→ **PROVIDED RECORDS**
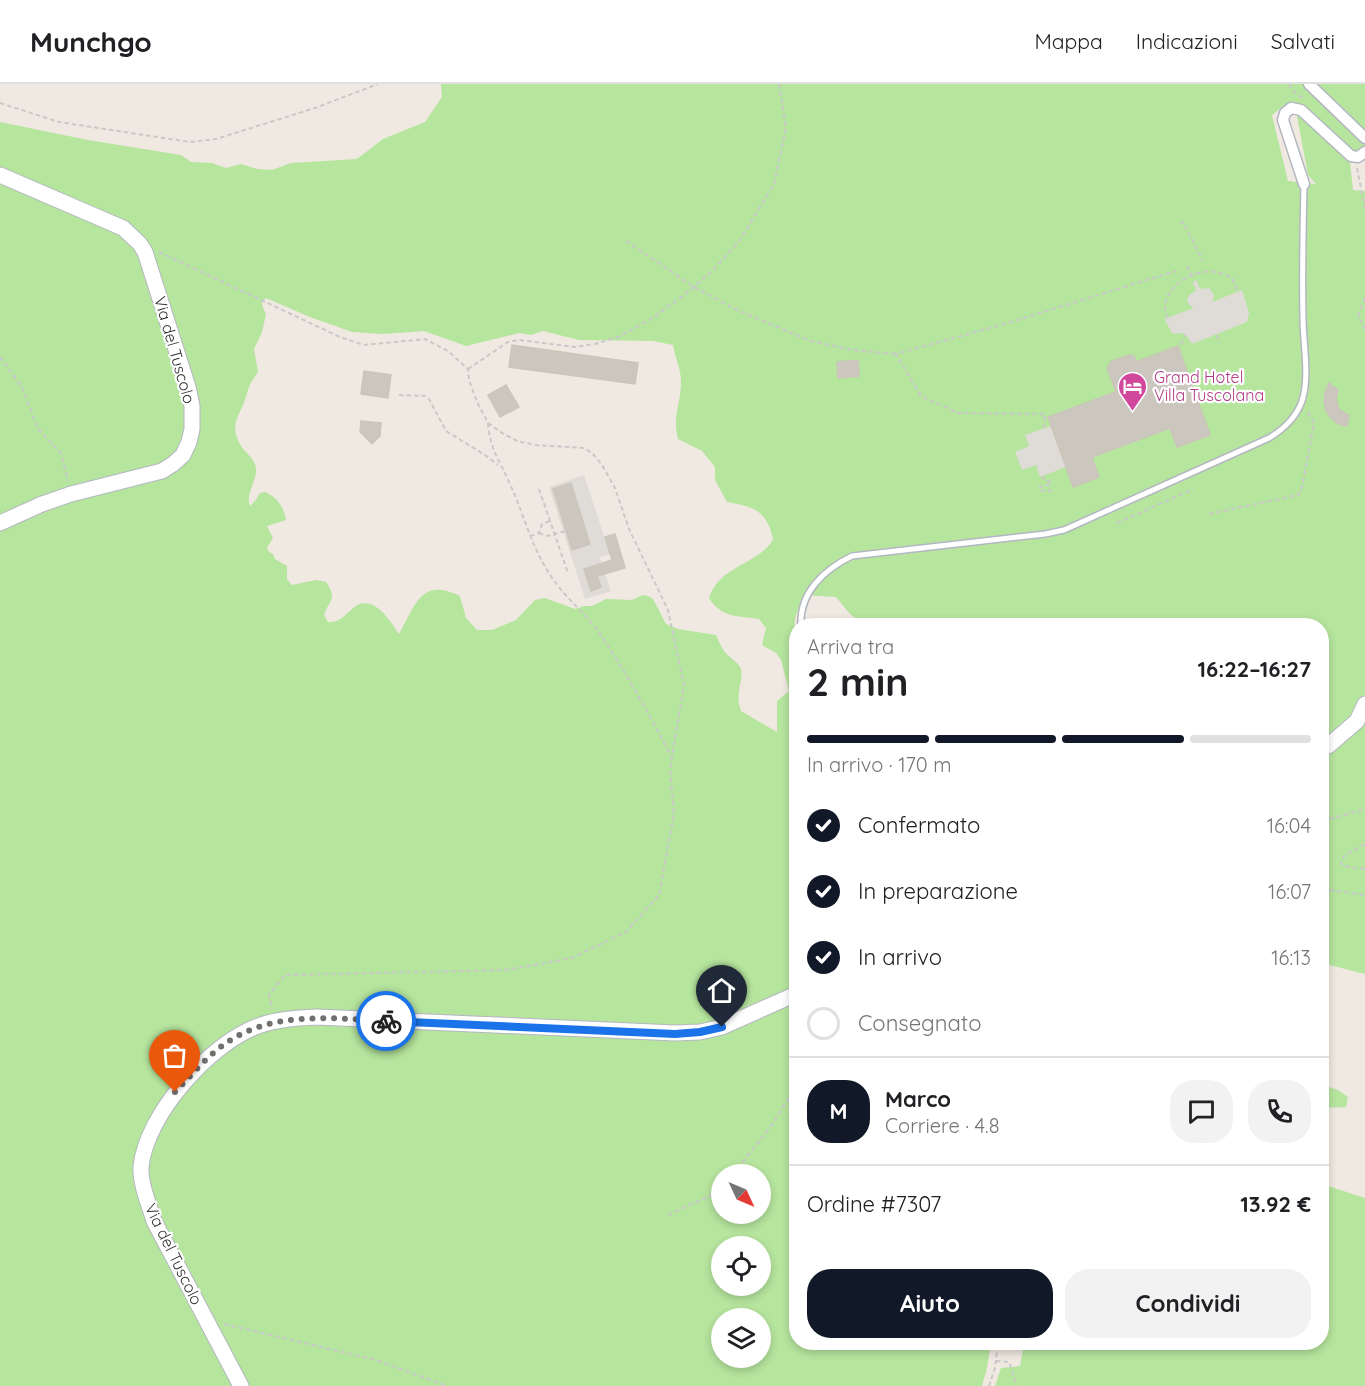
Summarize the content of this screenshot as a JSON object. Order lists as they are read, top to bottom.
{
  "streets": {
    "street": ["Via del Tuscolo"]
  },
  "places": {
    "hotel": ["Grand Hotel Villa Tuscolana"]
  },
  "north": "bottom right",
  "page": {
    "header": "Munchgo",
    "nav": ["Mappa", "Indicazioni", "Salvati"],
    "heading": ["2 min", "Arriva tra", "16:22–16:27"],
    "panel": [
      "Marco",
      "Corriere · 4.8",
      "Ordine #7307",
      "13.92 €"
    ],
    "bar": "In arrivo · 170 m",
    "list": [
      ["Confermato", "16:04"],
      ["In preparazione", "16:07"],
      ["In arrivo", "16:13"],
      "Consegnato"
    ],
    "round": "M",
    "buttons": ["Aiuto", "Condividi"]
  }
}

→ **ABOUT THIS TASK**
All of the records above should be reproduced exactly, with the pictures left out.

→ **RESPONSE**
Summarize the content of this screenshot as a JSON object. Order lists as they are read, top to bottom.
{
  "streets": {
    "street": ["Via del Tuscolo"]
  },
  "places": {
    "hotel": ["Grand Hotel Villa Tuscolana"]
  },
  "north": "bottom right",
  "page": {
    "header": "Munchgo",
    "nav": ["Mappa", "Indicazioni", "Salvati"],
    "heading": ["2 min", "Arriva tra", "16:22–16:27"],
    "panel": [
      "Marco",
      "Corriere · 4.8",
      "Ordine #7307",
      "13.92 €"
    ],
    "bar": "In arrivo · 170 m",
    "list": [
      ["Confermato", "16:04"],
      ["In preparazione", "16:07"],
      ["In arrivo", "16:13"],
      "Consegnato"
    ],
    "round": "M",
    "buttons": ["Aiuto", "Condividi"]
  }
}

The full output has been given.